Semantic web and Schema.org

Wednesday 22nd July 2020, 11:55:49 Thursday 30th July 2020, 08:54:09

HTML5 Structured Data Schema

When it comes to web and SEO, you think you've heard it all. There are various ways of representing information in HTML such that it can be presented in the browser and understood by search engines. HTML5 introduced new elements such as article, main, time and many more. These help you, as a web developer, to structure your content and make it easier for search engines to identify what you are trying to convey.

And so began semantic web.
See: www.w3schools.com for a list of the semantic elements.

The next level is structured data. Using special attributes in HTML (or even JSON), you can make it extremely clear what you are describing, be it a person, a business, an article, an event, a product, or a vast range of other types.

In object oriented terms, you can think of every type of object as a class, all of which inherit from a concrete base class called "Thing".
See: schema.org for the properties defined in a Thing.

Even intangible (non-physical) types, such as a Brand, Language or Occupation can be described with Schema, and they all inherit from Thing. In this way, it is relatively easy (although time consuming) to define classes in your code which inherit from each subtype as necessary.

For example, a BlogPosting class inherits from SocialMediaPosting, which inherits from Article, which inherits from CreativeWork, which inherits from Thing.
Indeed, if you View Source on this very page, you should find the attributes related to this schema.
Also see: schema.org for a complete list of valid properties.

Some properties are other objects, some properties are strings, numbers, dates, etc., and some are arrays of any of those. It all depends on which property. Schema.org helps you to decide how best to structure it.

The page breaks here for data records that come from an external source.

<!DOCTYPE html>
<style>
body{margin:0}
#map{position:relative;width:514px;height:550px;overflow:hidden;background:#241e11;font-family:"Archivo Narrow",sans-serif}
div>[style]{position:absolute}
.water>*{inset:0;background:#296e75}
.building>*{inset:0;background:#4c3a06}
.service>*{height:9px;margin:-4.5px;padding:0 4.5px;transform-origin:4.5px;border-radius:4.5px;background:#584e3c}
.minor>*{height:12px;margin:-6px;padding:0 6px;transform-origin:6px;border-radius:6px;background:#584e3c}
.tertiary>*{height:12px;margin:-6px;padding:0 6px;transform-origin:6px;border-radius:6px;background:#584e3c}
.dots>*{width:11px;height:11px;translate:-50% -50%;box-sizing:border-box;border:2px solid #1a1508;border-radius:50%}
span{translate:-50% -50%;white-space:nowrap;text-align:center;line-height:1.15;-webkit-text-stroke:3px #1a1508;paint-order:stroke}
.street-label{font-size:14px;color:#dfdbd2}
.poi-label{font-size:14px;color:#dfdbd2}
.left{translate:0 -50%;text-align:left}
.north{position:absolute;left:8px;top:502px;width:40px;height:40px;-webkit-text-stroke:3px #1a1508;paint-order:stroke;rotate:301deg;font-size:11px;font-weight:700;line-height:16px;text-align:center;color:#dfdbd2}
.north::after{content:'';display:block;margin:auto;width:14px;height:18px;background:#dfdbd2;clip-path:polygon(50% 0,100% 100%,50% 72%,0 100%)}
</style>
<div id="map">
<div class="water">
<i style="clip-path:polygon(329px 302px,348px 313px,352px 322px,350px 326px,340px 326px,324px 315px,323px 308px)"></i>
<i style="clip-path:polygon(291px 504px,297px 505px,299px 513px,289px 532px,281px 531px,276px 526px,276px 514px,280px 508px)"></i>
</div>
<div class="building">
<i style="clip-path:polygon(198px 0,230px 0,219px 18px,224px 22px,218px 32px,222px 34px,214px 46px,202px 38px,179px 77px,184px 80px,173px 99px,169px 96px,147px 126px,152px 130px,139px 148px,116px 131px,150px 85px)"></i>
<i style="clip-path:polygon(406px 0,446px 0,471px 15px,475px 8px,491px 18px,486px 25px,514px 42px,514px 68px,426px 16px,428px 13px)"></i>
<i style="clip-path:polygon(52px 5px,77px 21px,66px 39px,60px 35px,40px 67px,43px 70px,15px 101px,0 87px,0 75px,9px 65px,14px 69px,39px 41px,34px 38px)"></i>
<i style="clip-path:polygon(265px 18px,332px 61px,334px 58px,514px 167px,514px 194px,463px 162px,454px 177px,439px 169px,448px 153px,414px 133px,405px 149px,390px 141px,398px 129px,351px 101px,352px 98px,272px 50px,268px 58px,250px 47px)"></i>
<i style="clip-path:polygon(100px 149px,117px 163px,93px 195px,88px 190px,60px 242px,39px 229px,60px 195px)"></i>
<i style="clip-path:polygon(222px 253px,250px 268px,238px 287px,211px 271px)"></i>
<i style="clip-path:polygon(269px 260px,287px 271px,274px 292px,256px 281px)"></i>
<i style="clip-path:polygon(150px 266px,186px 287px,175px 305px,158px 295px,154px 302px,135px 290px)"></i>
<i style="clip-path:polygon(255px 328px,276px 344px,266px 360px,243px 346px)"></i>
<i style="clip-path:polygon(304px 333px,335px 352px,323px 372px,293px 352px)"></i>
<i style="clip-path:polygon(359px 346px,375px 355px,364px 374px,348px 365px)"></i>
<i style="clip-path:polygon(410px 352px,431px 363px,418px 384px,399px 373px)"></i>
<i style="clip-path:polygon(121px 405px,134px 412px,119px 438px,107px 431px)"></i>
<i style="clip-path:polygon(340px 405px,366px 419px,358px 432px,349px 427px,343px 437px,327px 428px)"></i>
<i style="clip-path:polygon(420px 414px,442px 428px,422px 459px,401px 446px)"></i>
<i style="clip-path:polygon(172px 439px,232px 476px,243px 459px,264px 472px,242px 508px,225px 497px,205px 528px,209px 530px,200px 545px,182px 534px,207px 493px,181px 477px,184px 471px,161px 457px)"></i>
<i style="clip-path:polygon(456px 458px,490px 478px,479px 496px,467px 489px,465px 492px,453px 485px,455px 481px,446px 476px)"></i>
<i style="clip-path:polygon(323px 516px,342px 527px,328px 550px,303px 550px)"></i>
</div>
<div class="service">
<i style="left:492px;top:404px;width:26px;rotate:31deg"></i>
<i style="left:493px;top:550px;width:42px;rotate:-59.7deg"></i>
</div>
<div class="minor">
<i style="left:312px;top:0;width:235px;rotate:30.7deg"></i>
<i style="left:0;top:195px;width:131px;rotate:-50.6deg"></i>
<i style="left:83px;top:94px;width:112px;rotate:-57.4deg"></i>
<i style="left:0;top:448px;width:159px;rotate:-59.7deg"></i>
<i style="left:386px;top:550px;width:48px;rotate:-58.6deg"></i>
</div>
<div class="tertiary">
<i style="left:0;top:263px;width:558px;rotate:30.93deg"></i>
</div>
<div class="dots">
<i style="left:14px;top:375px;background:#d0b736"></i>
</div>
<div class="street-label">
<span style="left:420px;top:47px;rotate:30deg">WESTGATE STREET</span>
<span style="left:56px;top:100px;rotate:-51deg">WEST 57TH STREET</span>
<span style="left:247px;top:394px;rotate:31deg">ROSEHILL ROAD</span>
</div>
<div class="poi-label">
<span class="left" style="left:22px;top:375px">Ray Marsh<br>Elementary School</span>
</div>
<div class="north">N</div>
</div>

The main advantage of doing this, other than clarity of code, is the ability to encourage 'snippets' to appear in search engines such as Google. I have high hopes that in future, more search engines will read Schema properties from HTML code and there will be a semantic web revolution. After all, if you are looking for a specific type of 'Thing' on the web, why not introduce the possibility to filter search results by Schema type? Then introduce the possibility to filter results by the value of specific properties.

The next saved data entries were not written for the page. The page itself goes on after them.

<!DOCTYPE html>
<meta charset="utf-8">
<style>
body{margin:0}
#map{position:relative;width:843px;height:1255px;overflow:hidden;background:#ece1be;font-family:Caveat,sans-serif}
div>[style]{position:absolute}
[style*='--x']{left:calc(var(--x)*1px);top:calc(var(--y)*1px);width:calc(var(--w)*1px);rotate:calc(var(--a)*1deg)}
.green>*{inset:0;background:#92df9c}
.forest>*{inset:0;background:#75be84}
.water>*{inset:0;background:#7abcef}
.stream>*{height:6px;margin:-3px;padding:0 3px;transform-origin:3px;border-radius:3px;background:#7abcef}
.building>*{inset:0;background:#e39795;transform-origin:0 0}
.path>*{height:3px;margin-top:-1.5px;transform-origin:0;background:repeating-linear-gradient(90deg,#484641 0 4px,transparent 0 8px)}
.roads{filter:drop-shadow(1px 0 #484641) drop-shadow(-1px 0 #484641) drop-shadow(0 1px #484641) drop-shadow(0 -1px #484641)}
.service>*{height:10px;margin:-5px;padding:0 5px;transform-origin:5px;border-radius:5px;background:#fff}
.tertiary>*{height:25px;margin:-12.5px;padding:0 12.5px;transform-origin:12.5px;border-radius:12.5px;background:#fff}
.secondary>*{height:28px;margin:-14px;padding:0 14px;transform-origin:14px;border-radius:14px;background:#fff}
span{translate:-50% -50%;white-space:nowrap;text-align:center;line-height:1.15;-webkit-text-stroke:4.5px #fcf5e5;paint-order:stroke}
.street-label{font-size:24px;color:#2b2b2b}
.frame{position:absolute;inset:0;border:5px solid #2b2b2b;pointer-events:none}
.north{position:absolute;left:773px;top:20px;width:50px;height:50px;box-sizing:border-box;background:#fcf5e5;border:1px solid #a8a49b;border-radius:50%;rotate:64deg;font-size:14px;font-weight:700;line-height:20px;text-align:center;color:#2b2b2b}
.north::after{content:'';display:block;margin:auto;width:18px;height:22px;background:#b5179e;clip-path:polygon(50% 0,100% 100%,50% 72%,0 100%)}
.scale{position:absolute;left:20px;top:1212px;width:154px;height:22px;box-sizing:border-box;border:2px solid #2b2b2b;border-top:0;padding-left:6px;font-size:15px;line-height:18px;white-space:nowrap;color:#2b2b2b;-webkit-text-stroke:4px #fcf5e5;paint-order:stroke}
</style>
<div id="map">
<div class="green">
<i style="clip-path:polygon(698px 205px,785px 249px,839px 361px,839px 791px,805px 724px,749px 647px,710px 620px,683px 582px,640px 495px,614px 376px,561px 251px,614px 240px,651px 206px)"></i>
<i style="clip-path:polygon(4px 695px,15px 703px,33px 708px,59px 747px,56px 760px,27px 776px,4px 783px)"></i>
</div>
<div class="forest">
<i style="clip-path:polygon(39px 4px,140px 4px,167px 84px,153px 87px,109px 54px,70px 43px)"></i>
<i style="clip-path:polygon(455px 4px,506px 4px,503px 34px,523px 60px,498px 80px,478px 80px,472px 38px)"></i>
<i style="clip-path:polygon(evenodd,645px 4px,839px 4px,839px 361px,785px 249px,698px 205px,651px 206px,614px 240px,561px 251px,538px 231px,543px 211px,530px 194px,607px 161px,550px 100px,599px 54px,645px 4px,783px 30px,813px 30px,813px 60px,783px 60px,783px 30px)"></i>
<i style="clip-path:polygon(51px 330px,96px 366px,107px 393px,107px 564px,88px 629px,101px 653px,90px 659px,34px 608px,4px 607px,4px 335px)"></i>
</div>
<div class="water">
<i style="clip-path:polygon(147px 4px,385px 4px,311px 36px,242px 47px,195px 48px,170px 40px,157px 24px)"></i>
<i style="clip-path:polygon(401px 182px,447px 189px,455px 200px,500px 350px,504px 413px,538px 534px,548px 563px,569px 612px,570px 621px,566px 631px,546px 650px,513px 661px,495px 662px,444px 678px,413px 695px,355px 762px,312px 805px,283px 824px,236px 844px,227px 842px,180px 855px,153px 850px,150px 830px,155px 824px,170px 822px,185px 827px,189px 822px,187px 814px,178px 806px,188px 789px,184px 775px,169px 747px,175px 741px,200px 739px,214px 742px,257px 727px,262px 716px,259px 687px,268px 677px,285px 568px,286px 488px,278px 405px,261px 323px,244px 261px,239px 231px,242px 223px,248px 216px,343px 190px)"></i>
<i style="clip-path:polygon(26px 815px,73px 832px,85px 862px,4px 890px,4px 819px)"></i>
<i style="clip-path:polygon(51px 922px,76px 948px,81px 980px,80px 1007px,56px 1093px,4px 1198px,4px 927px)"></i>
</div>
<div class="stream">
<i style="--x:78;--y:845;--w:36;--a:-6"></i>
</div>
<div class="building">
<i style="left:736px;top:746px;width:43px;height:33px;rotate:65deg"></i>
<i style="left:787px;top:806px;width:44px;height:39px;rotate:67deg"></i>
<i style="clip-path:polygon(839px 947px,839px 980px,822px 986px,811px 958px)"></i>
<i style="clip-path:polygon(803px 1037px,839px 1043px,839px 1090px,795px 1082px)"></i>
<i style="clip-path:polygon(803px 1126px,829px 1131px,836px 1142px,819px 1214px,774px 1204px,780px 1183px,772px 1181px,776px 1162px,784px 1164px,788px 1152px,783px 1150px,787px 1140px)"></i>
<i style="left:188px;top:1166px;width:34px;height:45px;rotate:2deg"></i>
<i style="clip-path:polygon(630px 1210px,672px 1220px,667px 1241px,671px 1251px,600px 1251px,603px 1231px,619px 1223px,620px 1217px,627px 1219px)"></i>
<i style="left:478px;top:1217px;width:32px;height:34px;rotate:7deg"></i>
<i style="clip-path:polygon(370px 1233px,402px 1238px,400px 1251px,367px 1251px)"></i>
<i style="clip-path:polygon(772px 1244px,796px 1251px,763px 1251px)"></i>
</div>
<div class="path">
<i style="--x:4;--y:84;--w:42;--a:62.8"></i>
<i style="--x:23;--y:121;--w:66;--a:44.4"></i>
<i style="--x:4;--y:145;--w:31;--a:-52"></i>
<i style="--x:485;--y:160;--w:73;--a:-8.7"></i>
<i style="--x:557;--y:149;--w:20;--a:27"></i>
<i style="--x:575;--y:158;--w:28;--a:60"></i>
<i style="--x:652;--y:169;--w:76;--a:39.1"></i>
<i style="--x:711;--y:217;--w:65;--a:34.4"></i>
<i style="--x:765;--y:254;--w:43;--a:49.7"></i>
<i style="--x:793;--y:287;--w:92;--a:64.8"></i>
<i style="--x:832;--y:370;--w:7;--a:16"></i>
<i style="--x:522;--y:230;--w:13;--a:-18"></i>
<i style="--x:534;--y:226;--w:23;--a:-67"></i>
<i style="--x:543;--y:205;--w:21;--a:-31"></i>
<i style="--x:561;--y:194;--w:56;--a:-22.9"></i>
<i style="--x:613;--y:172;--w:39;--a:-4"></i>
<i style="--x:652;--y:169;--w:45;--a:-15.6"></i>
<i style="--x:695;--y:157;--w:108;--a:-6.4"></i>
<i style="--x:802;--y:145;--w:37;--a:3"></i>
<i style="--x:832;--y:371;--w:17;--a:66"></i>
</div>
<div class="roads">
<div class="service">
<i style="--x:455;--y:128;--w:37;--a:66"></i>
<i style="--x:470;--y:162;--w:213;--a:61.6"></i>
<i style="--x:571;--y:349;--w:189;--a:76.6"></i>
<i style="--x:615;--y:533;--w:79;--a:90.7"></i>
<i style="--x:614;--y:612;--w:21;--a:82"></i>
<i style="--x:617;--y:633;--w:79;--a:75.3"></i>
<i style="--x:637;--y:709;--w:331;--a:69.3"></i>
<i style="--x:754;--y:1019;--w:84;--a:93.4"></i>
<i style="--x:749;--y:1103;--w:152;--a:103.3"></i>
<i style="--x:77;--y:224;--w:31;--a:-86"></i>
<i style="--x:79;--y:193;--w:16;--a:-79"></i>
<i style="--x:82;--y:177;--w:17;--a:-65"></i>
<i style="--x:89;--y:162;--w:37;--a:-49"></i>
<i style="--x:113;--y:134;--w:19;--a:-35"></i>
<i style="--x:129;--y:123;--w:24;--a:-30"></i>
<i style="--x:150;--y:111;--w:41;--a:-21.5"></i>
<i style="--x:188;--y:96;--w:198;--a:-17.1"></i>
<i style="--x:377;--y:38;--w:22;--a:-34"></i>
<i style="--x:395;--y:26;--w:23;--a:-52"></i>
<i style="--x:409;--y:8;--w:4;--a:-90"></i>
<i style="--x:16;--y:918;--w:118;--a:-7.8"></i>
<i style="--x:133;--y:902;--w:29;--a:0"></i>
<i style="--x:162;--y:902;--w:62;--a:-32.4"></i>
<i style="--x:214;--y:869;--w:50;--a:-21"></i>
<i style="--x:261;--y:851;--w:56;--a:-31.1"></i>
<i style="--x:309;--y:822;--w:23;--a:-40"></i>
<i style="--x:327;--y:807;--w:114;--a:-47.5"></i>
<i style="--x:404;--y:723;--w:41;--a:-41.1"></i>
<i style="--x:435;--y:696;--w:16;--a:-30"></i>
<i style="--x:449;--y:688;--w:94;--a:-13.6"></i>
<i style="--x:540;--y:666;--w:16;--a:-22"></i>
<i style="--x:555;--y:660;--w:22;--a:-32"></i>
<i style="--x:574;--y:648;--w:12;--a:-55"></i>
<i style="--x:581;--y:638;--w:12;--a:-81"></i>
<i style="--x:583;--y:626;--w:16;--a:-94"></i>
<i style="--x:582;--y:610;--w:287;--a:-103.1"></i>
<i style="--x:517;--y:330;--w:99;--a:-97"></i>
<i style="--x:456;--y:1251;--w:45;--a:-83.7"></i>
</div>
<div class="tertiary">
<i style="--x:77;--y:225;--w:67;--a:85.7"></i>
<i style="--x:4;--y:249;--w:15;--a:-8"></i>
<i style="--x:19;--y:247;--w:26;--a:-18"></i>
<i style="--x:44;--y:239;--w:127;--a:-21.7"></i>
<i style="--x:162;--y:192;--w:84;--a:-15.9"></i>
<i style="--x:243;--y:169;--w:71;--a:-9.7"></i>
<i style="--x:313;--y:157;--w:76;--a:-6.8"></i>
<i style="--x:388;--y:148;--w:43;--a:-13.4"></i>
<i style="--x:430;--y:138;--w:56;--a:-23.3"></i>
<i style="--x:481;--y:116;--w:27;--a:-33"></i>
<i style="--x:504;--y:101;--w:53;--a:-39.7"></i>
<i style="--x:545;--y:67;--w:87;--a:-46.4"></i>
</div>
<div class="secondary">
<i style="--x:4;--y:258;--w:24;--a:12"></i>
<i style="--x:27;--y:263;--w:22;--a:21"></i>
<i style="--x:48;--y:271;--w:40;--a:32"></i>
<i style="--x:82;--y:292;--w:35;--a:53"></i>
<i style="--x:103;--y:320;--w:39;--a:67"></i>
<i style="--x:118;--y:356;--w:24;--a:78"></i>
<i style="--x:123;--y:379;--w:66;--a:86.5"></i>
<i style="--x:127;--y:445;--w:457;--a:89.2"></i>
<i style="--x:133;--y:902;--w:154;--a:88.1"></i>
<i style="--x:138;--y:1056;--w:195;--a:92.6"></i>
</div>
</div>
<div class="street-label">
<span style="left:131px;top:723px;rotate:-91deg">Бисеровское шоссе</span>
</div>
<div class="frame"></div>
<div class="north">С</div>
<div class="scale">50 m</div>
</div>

Free text search is great, and Google has spent a long time perfecting their sentiment analysis, so they can guess what you're really after. But semantic web provides clarity of sentiment, without compromising the design elements of your site.

The nitty gritty

So how does it work? There are three HTML attributes that you need to be aware of:

itemtype
itemscope
itemprop

The itemtype is used to define a container for which item you are defining. Typically, this might be a containing div. The itemtype attribute's value should be prefixed with "https://schema.org/", for example as "https://schema.org/Article" for an Article.

You should always specify the itemscope attribute on every element that has an itemtype attribute. The itemscope attribute is boolean, so you don't need to specify a value.

The itemprop attribute is used to indicate which property this tag or object represents. That can be as simple as itemprop="name" for a string element, or you can combine itemprop, itemtype and itemscope to declare that the property is another object, with its own itemprops and subtypes.

As for specifying the content, this is pretty easy. For tags such as p, span or div, place the string content between the open and closing tags. For the anchor tag a, an itemprop of contentUrl will refer to the href attribute. For meta tags, use the content attribute. Simple!

How can i verify my markup?

There are a few tools out there.

search.google.com is my personal favourite, but unfortunately this tool is being deprecated.

linter.structured-data.org is a bit crude, but still useful for performing some validation.

search.google.com is Google's new tool, but at the moment it isn't very useful, as it doesn't validate all schema, it only validates those items that Google wants to show in snippets.